Italian White Bean and Artichoke Salad
For the vinaigrette
- 2 1/2 tablespoons red wine vinegar
- 2 tablespoons best quality extra-virgin olive oil
- 1 teaspoon tomato paste
- 1/4 teaspoon salt
- 1/8 teaspoon black pepper
- 2 garlic cloves, minced
- 6 cups thinly sliced spinach (about 5 ounces)
- 3/4 cup (3 ounces) diced sharp provolone cheese
- 1/2 cup diagonally sliced celery
- 3/4 cup vertically sliced red onion
- 2 tablespoons chopped fresh basil
- 1 tablespoon chopped fresh parsley
- 1 (19-ounce) can cannellini beans or other white beans, drained and rinsed
- 1 (14-ounce) can artichoke hearts, drained and quartered
- To prepare the vinaigrette, whisk together the ingredients in a small bowl.
- Combine spinach, cheese, celery, onion, herbs and beans in a large bowl.
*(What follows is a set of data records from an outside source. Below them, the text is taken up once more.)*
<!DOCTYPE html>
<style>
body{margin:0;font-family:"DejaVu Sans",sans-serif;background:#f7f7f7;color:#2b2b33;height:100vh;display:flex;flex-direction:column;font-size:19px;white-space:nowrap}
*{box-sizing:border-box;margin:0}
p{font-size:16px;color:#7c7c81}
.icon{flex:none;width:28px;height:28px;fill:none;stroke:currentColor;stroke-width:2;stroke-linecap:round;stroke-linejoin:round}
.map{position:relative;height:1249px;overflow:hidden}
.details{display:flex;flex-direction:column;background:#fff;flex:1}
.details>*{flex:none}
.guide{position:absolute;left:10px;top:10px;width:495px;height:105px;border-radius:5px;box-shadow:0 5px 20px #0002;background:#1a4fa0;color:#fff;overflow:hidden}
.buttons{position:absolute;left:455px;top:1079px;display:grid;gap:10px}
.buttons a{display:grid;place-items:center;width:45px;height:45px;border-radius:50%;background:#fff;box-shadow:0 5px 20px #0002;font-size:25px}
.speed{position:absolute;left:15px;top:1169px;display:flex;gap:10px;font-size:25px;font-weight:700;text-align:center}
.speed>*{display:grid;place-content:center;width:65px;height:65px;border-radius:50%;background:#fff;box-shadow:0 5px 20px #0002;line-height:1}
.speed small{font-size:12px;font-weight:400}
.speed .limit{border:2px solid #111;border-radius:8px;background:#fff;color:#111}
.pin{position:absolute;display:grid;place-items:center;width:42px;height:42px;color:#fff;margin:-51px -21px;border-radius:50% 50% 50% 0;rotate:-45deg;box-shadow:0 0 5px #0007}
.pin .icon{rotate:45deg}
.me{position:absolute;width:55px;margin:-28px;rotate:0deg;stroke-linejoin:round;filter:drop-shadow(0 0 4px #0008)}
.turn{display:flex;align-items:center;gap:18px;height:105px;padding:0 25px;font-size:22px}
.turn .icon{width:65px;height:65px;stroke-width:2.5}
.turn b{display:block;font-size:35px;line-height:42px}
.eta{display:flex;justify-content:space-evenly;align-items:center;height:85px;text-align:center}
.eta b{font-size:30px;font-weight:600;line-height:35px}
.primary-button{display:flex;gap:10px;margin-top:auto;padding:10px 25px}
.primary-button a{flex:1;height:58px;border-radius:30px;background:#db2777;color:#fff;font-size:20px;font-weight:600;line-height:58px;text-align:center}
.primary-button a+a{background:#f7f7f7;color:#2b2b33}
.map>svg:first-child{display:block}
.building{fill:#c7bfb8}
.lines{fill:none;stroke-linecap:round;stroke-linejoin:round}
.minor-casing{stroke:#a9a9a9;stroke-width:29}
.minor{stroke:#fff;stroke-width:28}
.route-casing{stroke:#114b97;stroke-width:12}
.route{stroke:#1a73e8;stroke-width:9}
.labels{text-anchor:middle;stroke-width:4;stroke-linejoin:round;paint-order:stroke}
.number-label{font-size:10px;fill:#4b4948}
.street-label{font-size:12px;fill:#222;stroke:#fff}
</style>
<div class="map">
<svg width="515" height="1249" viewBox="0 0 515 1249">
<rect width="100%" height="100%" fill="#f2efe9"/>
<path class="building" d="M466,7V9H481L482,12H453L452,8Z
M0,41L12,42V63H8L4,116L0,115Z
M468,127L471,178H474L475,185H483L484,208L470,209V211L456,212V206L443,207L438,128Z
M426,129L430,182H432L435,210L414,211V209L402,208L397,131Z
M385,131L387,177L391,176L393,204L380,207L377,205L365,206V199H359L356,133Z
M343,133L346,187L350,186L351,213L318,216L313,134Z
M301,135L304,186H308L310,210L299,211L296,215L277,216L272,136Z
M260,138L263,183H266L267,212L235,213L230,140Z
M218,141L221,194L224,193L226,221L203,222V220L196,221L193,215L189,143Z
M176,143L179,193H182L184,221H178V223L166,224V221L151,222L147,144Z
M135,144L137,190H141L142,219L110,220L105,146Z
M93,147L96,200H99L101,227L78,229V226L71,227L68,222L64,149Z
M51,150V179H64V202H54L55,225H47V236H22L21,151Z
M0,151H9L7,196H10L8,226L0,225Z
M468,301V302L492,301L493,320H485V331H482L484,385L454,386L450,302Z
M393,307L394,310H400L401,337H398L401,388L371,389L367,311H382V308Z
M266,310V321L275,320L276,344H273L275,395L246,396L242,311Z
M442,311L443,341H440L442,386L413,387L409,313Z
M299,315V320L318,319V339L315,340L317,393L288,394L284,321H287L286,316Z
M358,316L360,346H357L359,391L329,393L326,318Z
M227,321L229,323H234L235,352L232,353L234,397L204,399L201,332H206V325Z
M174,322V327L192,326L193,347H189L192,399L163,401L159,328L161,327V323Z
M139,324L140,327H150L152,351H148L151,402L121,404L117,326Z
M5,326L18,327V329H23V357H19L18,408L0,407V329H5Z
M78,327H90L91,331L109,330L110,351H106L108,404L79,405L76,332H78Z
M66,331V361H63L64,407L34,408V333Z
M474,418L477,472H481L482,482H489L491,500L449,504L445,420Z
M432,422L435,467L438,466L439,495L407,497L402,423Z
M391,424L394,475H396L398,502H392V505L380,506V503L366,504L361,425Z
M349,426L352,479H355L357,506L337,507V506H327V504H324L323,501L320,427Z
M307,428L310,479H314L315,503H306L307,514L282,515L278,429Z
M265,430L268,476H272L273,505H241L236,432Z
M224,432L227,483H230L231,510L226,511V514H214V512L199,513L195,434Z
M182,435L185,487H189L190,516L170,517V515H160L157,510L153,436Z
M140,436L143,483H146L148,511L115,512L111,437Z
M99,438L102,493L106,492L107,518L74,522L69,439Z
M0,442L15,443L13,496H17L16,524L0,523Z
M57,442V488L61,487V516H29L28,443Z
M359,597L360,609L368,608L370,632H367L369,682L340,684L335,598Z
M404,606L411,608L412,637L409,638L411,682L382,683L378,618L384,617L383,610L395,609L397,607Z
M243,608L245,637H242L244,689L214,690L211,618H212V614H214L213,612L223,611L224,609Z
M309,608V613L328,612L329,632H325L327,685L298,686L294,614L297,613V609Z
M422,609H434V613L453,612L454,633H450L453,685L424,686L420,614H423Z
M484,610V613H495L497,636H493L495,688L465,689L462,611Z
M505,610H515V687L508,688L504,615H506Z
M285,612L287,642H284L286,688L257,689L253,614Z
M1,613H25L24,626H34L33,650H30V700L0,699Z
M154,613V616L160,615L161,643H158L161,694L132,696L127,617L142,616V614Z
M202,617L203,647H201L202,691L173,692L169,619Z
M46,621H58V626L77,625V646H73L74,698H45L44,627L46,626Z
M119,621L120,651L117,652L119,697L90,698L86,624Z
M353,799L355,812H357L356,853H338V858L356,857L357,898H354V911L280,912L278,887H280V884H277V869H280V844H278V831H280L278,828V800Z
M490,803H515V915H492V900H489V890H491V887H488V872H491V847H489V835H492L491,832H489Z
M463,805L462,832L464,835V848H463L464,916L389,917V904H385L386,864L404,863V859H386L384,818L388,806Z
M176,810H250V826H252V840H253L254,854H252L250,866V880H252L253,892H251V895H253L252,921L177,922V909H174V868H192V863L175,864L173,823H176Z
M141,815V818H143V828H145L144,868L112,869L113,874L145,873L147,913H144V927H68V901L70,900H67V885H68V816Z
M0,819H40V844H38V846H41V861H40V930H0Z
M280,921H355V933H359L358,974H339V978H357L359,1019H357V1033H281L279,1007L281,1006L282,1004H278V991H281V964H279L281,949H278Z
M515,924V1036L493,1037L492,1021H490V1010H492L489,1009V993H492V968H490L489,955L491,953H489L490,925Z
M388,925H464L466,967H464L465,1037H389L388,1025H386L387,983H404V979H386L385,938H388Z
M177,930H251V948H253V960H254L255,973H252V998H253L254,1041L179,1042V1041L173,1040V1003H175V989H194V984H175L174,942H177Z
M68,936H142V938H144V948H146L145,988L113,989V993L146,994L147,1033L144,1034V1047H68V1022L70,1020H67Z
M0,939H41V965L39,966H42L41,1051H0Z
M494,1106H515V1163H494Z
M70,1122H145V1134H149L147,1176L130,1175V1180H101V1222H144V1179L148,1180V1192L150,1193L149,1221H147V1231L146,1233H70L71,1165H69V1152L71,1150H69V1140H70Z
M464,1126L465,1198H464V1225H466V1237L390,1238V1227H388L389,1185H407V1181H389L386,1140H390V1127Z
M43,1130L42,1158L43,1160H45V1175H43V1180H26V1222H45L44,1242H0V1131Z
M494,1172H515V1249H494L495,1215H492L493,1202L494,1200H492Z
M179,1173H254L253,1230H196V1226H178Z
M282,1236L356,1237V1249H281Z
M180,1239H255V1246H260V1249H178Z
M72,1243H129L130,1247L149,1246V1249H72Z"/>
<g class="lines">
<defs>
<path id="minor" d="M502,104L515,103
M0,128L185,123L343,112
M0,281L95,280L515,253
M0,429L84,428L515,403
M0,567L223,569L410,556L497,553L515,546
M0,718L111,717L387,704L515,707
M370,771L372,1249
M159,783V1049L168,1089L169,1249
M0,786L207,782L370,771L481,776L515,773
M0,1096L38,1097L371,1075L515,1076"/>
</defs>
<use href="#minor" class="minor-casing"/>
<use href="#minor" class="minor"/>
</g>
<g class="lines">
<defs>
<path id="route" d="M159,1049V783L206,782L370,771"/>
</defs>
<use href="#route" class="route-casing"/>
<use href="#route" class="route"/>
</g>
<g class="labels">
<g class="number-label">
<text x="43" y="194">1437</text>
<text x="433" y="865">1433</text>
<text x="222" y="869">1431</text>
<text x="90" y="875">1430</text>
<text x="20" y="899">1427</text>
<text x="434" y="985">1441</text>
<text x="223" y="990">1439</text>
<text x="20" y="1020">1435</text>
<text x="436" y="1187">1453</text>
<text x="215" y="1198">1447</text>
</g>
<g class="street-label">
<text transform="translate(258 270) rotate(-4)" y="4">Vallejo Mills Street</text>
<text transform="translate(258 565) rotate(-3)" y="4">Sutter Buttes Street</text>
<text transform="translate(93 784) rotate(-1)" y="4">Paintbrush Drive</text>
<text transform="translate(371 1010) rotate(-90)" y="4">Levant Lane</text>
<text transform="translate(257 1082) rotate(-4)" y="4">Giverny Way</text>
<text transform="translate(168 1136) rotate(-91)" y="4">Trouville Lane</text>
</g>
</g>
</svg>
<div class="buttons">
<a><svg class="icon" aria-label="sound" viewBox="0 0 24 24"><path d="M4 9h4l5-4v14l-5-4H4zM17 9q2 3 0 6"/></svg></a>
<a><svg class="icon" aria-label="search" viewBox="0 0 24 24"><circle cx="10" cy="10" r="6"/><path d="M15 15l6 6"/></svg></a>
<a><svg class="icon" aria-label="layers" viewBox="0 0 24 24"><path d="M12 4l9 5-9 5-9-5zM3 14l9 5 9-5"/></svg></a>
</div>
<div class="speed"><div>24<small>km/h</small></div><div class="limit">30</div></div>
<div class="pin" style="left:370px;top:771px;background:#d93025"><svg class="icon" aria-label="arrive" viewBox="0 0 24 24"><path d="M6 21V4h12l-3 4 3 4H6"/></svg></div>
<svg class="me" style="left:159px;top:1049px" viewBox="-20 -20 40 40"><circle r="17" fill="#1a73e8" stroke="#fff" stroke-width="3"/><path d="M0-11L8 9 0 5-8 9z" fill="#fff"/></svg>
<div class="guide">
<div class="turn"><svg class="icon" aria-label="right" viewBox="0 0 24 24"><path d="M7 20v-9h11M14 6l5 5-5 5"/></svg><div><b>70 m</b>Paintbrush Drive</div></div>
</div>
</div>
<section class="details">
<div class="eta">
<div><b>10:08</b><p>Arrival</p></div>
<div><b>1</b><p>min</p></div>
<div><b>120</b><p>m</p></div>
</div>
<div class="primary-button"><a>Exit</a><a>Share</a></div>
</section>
- Drizzle the salad with the vinaigrette, and toss gently to combine.
Prep time: 15 minutes
Cook time: --
I knew the kids would not eat a lot of the salad, so I combined the ingredients without the spinach, then halved the mixture and put some aside for lunch later this week. I also halved the dressing. I think it will make a great brown bag lunch combined with a packet of tuna. When we were ready to eat, I topped it with 3 cups of the spinach and tossed to combine. It was the perfect accompaniment to out fabulous sandwiches.